The group’s foresight on this issue has kept them from making massive business mistakes.

“You always hear about those people who are like ‘Well, I just signed this thing and now for every record sold I make a penny,’ and I mean you wrote every song on the album, and you basically produced it yourself, and you played the guitar or you played whatever on every track, and you get a penny a record, and that just doesn’t make sense to me,” Aijala said. “It’s exploitation.”

Not being slaves to the industry makes the experience easier.

“I think you feel more connected to your fans, you feel more conscience, your conscience feels better about it; you’re not whoring out to anybody,” Aijala said. “You’re just being yourself and being true to what you do. We’ve never compromised our music for any reason.”

Yonder’s music rides the line between bluegrass and virtually every other genre. The group is influenced by traditional bluegrass picker Earl Scruggs, jazz great John Coltrane and jam pioneers the Grateful Dead.

“We’re different. We don’t have drums but we still play in rock clubs. We’re not pigeonholed to just playing sit-down places like a lot of bluegrass bands are,” Aijala said. “We’re not really a bluegrass band. We are because we have the instruments, but all our influences come from so many different places and all of our influences are channelled through bluegrass instruments, so what you get is an offshoot of bluegrass.”

The traditional bluegrass community has mixed feelings about the Yonder brand.

“Traditional bluegrass fans, the purists, they really like things to be a certain way and I think we’re starting to win more and more of those types of people over because we’re trying to keep that traditional bluegrass ethos alive with regards to playing,” said banjo player Dave Johnston.

Aijala views it differently.

“I think that it’s almost offensive to them for us to be called bluegrass,” Aijala said. “To them we’re not, but I think bluegrass is changing and there will always be people playing traditional bluegrass.

“There’s also other offshoots, kind of what we’re doing which is louder, plugged in. You sacrifice a little bit of the tone of the instrument to get the volume to play the bigger places, and likewise with more volume you can pump out more energy.”

The energy is what brings increasing amounts of fans.

“People come to see us because they leave with smiles on their faces, and I think we make people happy in the stuff that we do. We give it to them with all the energy that we can and likewise it is taken in and bounced back to us,” Aijala said.

Yonder is responsive to not just the crowd’s energy, but also their wishes.

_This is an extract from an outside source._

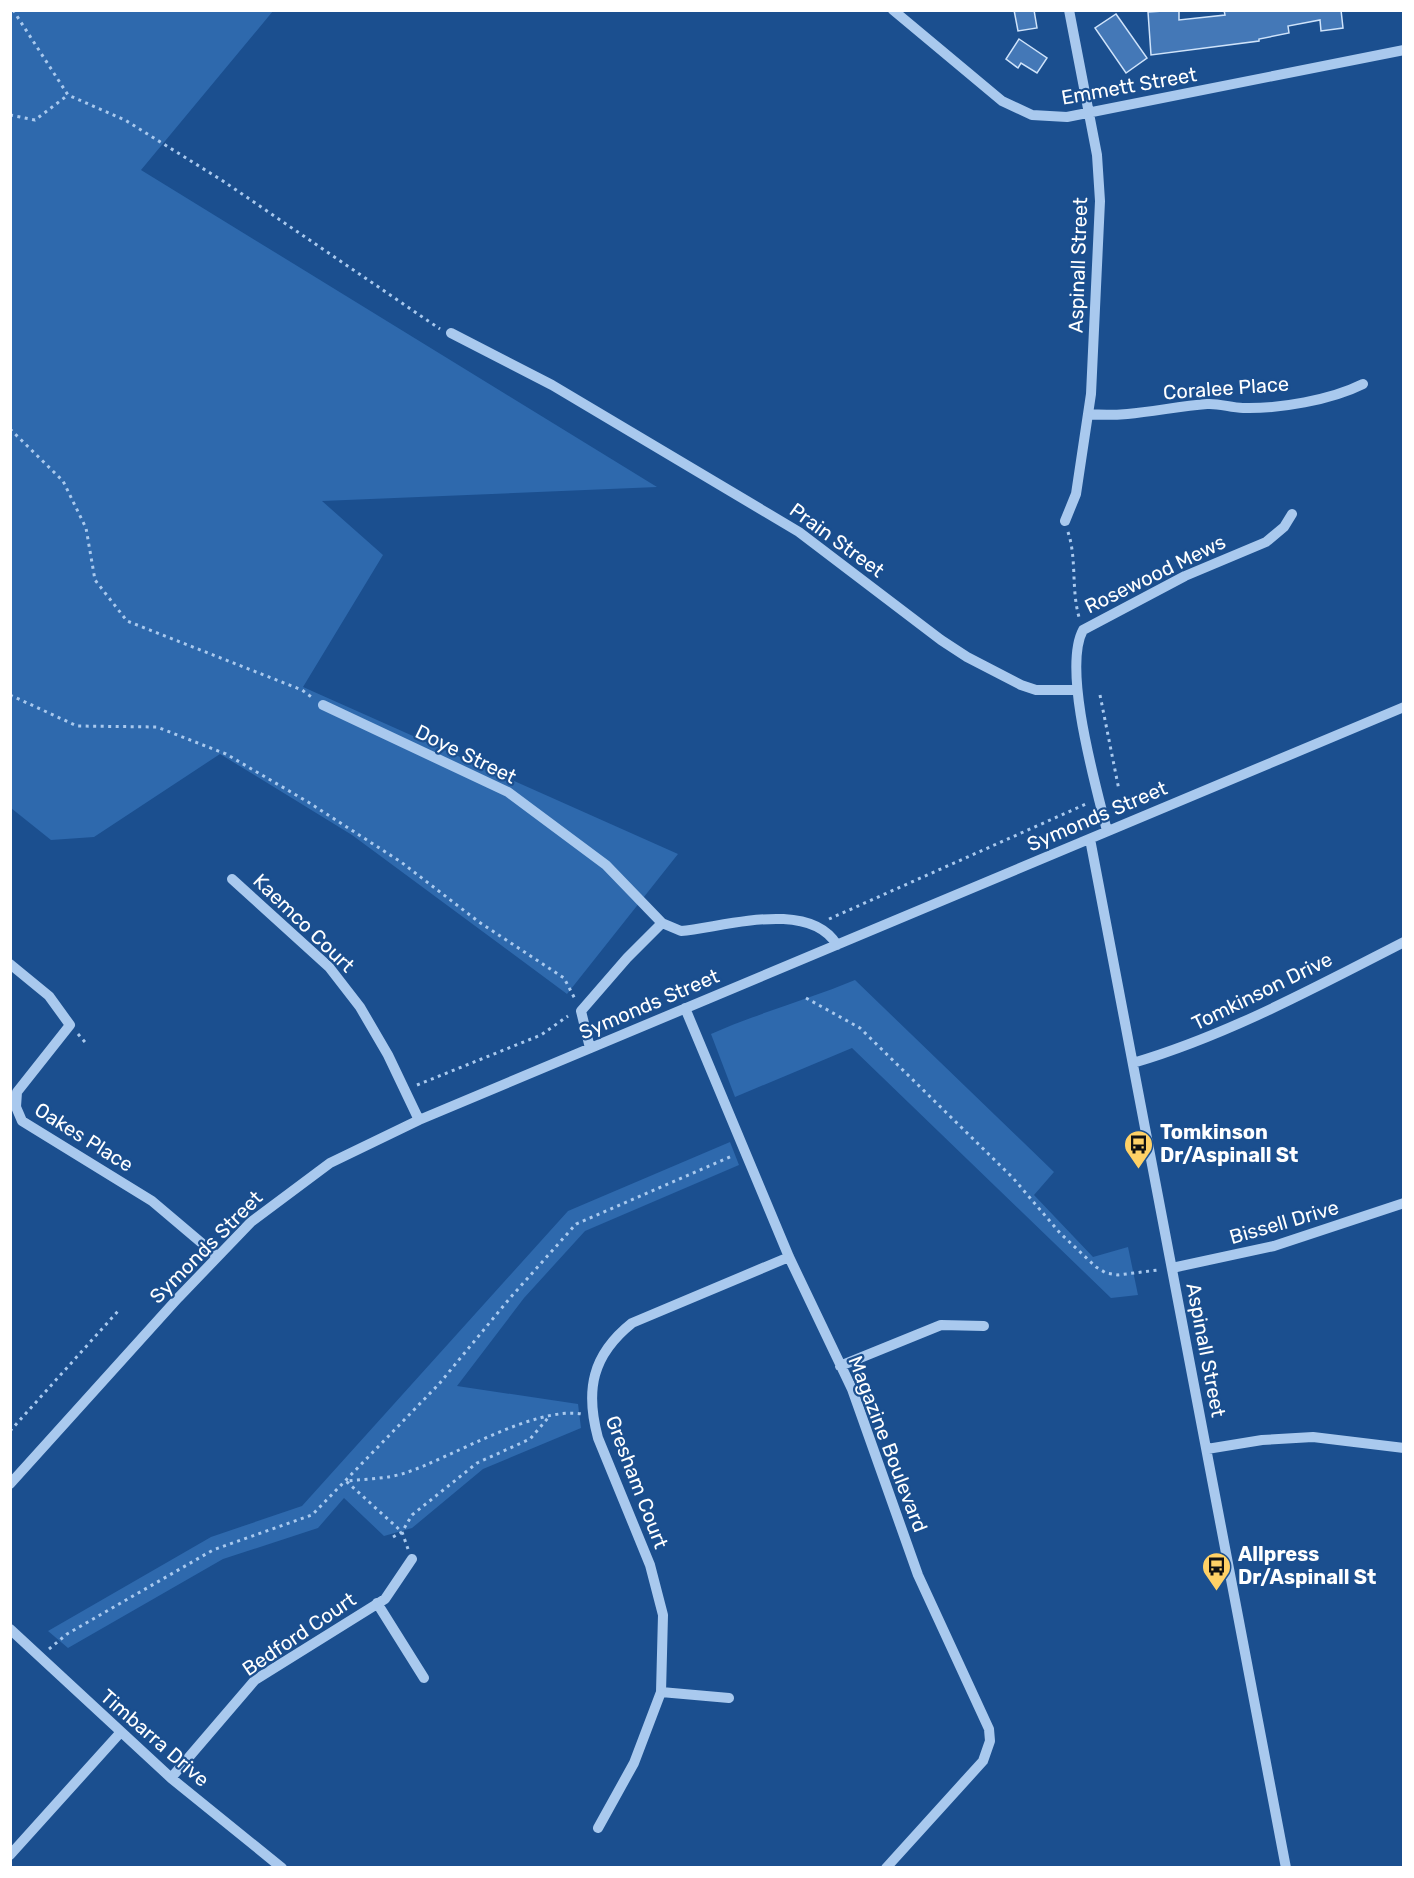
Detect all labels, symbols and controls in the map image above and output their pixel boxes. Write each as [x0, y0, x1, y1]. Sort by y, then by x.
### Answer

“They’re very interested in wanting to know what the fans want to hear,” said former tour manager and friend Steve Kinefsky. “I’ve been to a lot of different shows by a lot of different artists, and I don’t think you always get what you want; but it seems like at Yonder, they always seem to come through.”

They come through because they love what they do.

“I definitely count my blessings. We consider ourselves extremely lucky and very fortunate,” Aijala said. “It’s something that’ll always keep me grounded to be like ‘you know what, we are so freaking lucky, we’re playing bluegrass for a living.”

The Yonder Mountain String Band will be performing at 8 p.m., Saturday at the Newport. Tickets are $15.